#### ABOUT THIS TASK:
Exactly how many lines in this data contain the word "label"? Only the number should be given.

________________________________________

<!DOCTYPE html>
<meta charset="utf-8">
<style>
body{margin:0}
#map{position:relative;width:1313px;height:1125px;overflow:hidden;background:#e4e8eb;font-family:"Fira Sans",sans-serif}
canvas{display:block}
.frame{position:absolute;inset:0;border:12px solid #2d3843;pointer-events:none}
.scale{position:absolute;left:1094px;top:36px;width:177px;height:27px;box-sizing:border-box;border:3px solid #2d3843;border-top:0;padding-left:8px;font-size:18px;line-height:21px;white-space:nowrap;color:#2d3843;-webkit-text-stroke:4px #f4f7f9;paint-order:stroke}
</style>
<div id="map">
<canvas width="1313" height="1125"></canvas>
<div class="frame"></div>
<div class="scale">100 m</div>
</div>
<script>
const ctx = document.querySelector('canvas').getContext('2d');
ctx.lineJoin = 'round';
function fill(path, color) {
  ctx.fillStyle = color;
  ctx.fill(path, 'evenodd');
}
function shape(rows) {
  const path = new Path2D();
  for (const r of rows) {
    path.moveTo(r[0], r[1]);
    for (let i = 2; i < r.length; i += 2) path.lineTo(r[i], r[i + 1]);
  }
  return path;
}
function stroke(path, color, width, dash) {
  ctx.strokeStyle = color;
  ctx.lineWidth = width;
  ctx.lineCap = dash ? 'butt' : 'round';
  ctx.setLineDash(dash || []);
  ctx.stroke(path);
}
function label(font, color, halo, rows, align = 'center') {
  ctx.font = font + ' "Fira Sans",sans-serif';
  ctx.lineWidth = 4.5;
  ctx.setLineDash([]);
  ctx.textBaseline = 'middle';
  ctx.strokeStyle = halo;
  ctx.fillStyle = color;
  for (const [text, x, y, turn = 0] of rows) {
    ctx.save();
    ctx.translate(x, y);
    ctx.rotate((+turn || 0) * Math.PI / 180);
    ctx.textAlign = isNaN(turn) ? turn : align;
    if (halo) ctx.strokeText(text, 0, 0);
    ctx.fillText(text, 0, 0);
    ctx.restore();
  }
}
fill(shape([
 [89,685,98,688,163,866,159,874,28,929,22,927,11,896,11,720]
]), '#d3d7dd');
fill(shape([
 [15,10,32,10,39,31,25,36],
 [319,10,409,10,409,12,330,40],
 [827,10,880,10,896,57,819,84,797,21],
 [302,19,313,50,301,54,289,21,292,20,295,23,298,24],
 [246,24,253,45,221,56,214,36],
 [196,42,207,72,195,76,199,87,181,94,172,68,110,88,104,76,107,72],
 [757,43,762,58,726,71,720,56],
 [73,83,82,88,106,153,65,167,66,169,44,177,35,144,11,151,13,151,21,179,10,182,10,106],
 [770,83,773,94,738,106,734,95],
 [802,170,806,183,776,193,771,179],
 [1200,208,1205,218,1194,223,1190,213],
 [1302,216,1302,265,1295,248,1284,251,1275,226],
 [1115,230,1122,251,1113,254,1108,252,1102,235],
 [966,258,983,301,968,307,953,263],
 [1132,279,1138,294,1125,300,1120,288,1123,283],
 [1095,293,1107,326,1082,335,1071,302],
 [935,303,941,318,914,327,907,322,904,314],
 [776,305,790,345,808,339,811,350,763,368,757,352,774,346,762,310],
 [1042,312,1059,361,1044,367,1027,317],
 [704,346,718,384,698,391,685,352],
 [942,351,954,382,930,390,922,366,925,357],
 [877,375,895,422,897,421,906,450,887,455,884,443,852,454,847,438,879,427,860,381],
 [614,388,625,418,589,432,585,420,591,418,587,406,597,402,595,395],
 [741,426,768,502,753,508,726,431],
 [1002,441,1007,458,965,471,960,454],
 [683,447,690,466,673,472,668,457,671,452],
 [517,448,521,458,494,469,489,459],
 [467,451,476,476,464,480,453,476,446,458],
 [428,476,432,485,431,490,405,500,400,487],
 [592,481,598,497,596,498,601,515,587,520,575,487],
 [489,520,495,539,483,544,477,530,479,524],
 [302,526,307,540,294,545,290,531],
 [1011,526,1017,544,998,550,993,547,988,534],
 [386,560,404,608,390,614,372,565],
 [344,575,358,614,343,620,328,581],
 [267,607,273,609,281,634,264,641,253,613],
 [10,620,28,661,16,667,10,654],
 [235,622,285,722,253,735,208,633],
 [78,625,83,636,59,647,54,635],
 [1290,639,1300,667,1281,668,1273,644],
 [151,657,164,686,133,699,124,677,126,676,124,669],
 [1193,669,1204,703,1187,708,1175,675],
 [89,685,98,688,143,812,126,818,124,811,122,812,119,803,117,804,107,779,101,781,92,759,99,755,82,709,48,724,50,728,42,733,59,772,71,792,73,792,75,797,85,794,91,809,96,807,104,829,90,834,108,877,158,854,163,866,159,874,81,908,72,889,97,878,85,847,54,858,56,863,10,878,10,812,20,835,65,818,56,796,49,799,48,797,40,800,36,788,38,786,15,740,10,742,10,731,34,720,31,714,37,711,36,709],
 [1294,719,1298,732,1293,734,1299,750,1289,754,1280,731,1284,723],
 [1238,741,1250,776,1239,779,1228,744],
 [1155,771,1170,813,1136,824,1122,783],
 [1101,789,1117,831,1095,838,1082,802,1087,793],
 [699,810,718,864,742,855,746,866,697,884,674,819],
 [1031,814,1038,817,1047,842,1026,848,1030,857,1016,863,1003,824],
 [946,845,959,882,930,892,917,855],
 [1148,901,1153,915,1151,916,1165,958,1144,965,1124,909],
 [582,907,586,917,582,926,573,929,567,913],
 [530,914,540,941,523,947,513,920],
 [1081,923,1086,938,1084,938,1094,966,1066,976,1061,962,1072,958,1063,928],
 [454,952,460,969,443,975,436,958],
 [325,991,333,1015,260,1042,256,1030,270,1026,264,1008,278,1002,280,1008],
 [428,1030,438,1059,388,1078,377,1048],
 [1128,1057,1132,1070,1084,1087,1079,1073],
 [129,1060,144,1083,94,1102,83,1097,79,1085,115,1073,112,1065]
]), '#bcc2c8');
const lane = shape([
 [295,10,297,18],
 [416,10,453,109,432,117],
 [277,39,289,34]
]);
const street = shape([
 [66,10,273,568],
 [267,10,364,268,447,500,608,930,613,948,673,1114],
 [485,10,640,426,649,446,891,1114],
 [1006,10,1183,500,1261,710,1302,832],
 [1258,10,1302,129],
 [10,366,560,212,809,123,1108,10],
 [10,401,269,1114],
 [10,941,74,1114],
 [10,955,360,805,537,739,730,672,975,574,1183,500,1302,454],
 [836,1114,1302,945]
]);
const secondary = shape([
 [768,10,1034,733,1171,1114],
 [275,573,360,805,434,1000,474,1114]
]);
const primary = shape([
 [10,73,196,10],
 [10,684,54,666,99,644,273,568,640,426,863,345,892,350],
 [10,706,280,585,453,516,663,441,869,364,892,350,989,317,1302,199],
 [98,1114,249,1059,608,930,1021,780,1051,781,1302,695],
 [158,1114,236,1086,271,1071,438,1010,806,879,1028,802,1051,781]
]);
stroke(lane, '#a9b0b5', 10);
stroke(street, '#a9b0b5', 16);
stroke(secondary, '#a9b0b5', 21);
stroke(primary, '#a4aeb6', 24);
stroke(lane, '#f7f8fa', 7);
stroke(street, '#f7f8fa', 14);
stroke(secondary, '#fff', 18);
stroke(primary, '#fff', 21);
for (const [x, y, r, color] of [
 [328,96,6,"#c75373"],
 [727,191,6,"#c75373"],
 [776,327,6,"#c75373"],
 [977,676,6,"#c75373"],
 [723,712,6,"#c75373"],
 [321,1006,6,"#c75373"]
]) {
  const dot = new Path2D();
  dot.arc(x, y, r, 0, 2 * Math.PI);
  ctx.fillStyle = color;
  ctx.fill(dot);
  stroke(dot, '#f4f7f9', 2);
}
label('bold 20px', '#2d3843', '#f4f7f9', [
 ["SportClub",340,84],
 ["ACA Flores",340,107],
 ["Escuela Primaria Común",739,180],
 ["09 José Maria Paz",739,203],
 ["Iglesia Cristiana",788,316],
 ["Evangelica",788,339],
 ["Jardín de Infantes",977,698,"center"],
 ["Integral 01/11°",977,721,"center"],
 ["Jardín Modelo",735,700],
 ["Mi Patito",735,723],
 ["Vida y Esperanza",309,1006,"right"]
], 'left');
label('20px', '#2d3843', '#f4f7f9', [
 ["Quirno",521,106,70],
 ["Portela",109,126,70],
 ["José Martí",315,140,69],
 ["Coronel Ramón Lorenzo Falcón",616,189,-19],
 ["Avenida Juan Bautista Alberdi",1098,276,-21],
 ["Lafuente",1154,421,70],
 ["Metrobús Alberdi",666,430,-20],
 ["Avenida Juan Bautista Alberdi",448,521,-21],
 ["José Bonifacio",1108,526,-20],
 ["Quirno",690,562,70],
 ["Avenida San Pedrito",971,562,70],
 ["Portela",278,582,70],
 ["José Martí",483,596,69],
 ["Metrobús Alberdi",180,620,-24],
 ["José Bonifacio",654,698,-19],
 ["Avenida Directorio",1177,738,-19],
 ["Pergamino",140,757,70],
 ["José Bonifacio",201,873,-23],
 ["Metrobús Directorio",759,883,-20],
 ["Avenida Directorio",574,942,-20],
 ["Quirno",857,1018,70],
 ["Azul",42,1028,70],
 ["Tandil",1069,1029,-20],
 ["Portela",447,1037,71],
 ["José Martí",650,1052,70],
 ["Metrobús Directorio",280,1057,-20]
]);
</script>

________________________________________

#### ANSWER TO THIS TASK:
3